▶ _GIVEN ENTRIES_:
↓↓↓
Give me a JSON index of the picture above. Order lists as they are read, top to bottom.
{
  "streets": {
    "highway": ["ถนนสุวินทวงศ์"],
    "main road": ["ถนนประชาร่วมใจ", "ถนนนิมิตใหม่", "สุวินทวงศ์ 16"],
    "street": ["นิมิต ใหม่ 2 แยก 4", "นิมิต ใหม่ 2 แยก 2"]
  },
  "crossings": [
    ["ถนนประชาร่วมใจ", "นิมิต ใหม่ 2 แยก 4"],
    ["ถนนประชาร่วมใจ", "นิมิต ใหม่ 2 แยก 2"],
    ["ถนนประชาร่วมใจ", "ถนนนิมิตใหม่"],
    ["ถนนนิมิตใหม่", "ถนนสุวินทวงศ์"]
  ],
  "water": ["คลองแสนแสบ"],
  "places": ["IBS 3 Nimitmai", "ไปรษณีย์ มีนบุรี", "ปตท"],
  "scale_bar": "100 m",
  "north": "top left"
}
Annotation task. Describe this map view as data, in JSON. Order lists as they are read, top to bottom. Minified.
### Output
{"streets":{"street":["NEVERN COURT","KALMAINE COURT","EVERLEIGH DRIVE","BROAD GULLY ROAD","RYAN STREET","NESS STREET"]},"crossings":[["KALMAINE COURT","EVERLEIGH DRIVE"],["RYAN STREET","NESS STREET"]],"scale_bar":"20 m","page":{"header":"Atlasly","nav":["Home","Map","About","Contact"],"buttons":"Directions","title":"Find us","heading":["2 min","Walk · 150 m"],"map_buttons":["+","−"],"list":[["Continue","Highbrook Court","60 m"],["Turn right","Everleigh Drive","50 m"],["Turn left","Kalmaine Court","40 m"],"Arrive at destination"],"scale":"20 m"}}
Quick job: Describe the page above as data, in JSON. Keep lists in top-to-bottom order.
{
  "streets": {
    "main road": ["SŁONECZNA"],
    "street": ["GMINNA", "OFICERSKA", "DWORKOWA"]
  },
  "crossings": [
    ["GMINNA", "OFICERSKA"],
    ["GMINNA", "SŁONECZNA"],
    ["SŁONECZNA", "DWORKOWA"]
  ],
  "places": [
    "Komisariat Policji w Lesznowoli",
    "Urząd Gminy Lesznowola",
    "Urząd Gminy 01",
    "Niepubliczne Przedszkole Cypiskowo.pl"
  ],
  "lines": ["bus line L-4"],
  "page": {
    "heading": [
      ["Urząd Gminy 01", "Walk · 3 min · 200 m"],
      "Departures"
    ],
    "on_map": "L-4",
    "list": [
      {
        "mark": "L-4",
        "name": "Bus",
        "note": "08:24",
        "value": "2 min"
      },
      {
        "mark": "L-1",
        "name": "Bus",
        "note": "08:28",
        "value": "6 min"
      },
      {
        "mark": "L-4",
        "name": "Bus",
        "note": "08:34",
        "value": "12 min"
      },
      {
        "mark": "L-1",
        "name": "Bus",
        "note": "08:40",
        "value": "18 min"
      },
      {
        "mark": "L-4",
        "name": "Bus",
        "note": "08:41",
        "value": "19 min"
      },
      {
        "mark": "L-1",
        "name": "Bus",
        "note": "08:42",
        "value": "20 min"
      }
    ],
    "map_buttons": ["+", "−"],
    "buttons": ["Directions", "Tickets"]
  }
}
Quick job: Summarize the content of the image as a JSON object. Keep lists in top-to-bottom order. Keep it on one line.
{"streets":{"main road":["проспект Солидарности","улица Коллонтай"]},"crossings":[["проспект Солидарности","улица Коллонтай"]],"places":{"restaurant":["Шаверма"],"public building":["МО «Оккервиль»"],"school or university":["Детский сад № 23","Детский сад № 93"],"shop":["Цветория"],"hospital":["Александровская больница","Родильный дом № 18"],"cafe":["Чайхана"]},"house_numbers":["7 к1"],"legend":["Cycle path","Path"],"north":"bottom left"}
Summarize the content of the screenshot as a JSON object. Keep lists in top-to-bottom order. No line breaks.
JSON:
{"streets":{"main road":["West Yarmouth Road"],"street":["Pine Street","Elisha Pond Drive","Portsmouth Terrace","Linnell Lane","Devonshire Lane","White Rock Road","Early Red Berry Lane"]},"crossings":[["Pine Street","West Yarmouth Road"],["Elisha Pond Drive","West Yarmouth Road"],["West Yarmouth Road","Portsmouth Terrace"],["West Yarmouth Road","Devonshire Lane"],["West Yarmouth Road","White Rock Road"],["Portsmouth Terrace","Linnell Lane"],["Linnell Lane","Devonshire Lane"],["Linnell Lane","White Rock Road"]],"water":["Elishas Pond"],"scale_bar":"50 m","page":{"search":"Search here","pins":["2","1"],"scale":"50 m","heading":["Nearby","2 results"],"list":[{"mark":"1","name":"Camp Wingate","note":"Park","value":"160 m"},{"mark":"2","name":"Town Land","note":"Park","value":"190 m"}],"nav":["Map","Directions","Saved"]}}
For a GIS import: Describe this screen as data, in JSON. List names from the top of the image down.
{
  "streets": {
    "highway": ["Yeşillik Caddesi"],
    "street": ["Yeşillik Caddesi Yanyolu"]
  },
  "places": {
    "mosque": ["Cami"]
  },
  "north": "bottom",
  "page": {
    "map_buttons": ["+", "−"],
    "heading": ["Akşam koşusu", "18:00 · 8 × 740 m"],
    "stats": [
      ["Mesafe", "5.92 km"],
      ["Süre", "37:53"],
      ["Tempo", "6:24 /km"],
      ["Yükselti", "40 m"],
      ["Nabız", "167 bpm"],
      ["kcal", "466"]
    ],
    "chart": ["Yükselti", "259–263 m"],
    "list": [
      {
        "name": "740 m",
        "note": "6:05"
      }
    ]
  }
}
↑↑↑
▶ _REQUIRED ACTION_:
Go through the data above and copy all of it exactly.

▶ _PROBLEM SOLUTION_:
Give me a JSON index of the picture above. Order lists as they are read, top to bottom.
{
  "streets": {
    "highway": ["ถนนสุวินทวงศ์"],
    "main road": ["ถนนประชาร่วมใจ", "ถนนนิมิตใหม่", "สุวินทวงศ์ 16"],
    "street": ["นิมิต ใหม่ 2 แยก 4", "นิมิต ใหม่ 2 แยก 2"]
  },
  "crossings": [
    ["ถนนประชาร่วมใจ", "นิมิต ใหม่ 2 แยก 4"],
    ["ถนนประชาร่วมใจ", "นิมิต ใหม่ 2 แยก 2"],
    ["ถนนประชาร่วมใจ", "ถนนนิมิตใหม่"],
    ["ถนนนิมิตใหม่", "ถนนสุวินทวงศ์"]
  ],
  "water": ["คลองแสนแสบ"],
  "places": ["IBS 3 Nimitmai", "ไปรษณีย์ มีนบุรี", "ปตท"],
  "scale_bar": "100 m",
  "north": "top left"
}
Annotation task. Describe this map view as data, in JSON. Order lists as they are read, top to bottom. Minified.
### Output
{"streets":{"street":["NEVERN COURT","KALMAINE COURT","EVERLEIGH DRIVE","BROAD GULLY ROAD","RYAN STREET","NESS STREET"]},"crossings":[["KALMAINE COURT","EVERLEIGH DRIVE"],["RYAN STREET","NESS STREET"]],"scale_bar":"20 m","page":{"header":"Atlasly","nav":["Home","Map","About","Contact"],"buttons":"Directions","title":"Find us","heading":["2 min","Walk · 150 m"],"map_buttons":["+","−"],"list":[["Continue","Highbrook Court","60 m"],["Turn right","Everleigh Drive","50 m"],["Turn left","Kalmaine Court","40 m"],"Arrive at destination"],"scale":"20 m"}}
Quick job: Describe the page above as data, in JSON. Keep lists in top-to-bottom order.
{
  "streets": {
    "main road": ["SŁONECZNA"],
    "street": ["GMINNA", "OFICERSKA", "DWORKOWA"]
  },
  "crossings": [
    ["GMINNA", "OFICERSKA"],
    ["GMINNA", "SŁONECZNA"],
    ["SŁONECZNA", "DWORKOWA"]
  ],
  "places": [
    "Komisariat Policji w Lesznowoli",
    "Urząd Gminy Lesznowola",
    "Urząd Gminy 01",
    "Niepubliczne Przedszkole Cypiskowo.pl"
  ],
  "lines": ["bus line L-4"],
  "page": {
    "heading": [
      ["Urząd Gminy 01", "Walk · 3 min · 200 m"],
      "Departures"
    ],
    "on_map": "L-4",
    "list": [
      {
        "mark": "L-4",
        "name": "Bus",
        "note": "08:24",
        "value": "2 min"
      },
      {
        "mark": "L-1",
        "name": "Bus",
        "note": "08:28",
        "value": "6 min"
      },
      {
        "mark": "L-4",
        "name": "Bus",
        "note": "08:34",
        "value": "12 min"
      },
      {
        "mark": "L-1",
        "name": "Bus",
        "note": "08:40",
        "value": "18 min"
      },
      {
        "mark": "L-4",
        "name": "Bus",
        "note": "08:41",
        "value": "19 min"
      },
      {
        "mark": "L-1",
        "name": "Bus",
        "note": "08:42",
        "value": "20 min"
      }
    ],
    "map_buttons": ["+", "−"],
    "buttons": ["Directions", "Tickets"]
  }
}
Quick job: Summarize the content of the image as a JSON object. Keep lists in top-to-bottom order. Keep it on one line.
{"streets":{"main road":["проспект Солидарности","улица Коллонтай"]},"crossings":[["проспект Солидарности","улица Коллонтай"]],"places":{"restaurant":["Шаверма"],"public building":["МО «Оккервиль»"],"school or university":["Детский сад № 23","Детский сад № 93"],"shop":["Цветория"],"hospital":["Александровская больница","Родильный дом № 18"],"cafe":["Чайхана"]},"house_numbers":["7 к1"],"legend":["Cycle path","Path"],"north":"bottom left"}
Summarize the content of the screenshot as a JSON object. Keep lists in top-to-bottom order. No line breaks.
JSON:
{"streets":{"main road":["West Yarmouth Road"],"street":["Pine Street","Elisha Pond Drive","Portsmouth Terrace","Linnell Lane","Devonshire Lane","White Rock Road","Early Red Berry Lane"]},"crossings":[["Pine Street","West Yarmouth Road"],["Elisha Pond Drive","West Yarmouth Road"],["West Yarmouth Road","Portsmouth Terrace"],["West Yarmouth Road","Devonshire Lane"],["West Yarmouth Road","White Rock Road"],["Portsmouth Terrace","Linnell Lane"],["Linnell Lane","Devonshire Lane"],["Linnell Lane","White Rock Road"]],"water":["Elishas Pond"],"scale_bar":"50 m","page":{"search":"Search here","pins":["2","1"],"scale":"50 m","heading":["Nearby","2 results"],"list":[{"mark":"1","name":"Camp Wingate","note":"Park","value":"160 m"},{"mark":"2","name":"Town Land","note":"Park","value":"190 m"}],"nav":["Map","Directions","Saved"]}}
For a GIS import: Describe this screen as data, in JSON. List names from the top of the image down.
{
  "streets": {
    "highway": ["Yeşillik Caddesi"],
    "street": ["Yeşillik Caddesi Yanyolu"]
  },
  "places": {
    "mosque": ["Cami"]
  },
  "north": "bottom",
  "page": {
    "map_buttons": ["+", "−"],
    "heading": ["Akşam koşusu", "18:00 · 8 × 740 m"],
    "stats": [
      ["Mesafe", "5.92 km"],
      ["Süre", "37:53"],
      ["Tempo", "6:24 /km"],
      ["Yükselti", "40 m"],
      ["Nabız", "167 bpm"],
      ["kcal", "466"]
    ],
    "chart": ["Yükselti", "259–263 m"],
    "list": [
      {
        "name": "740 m",
        "note": "6:05"
      }
    ]
  }
}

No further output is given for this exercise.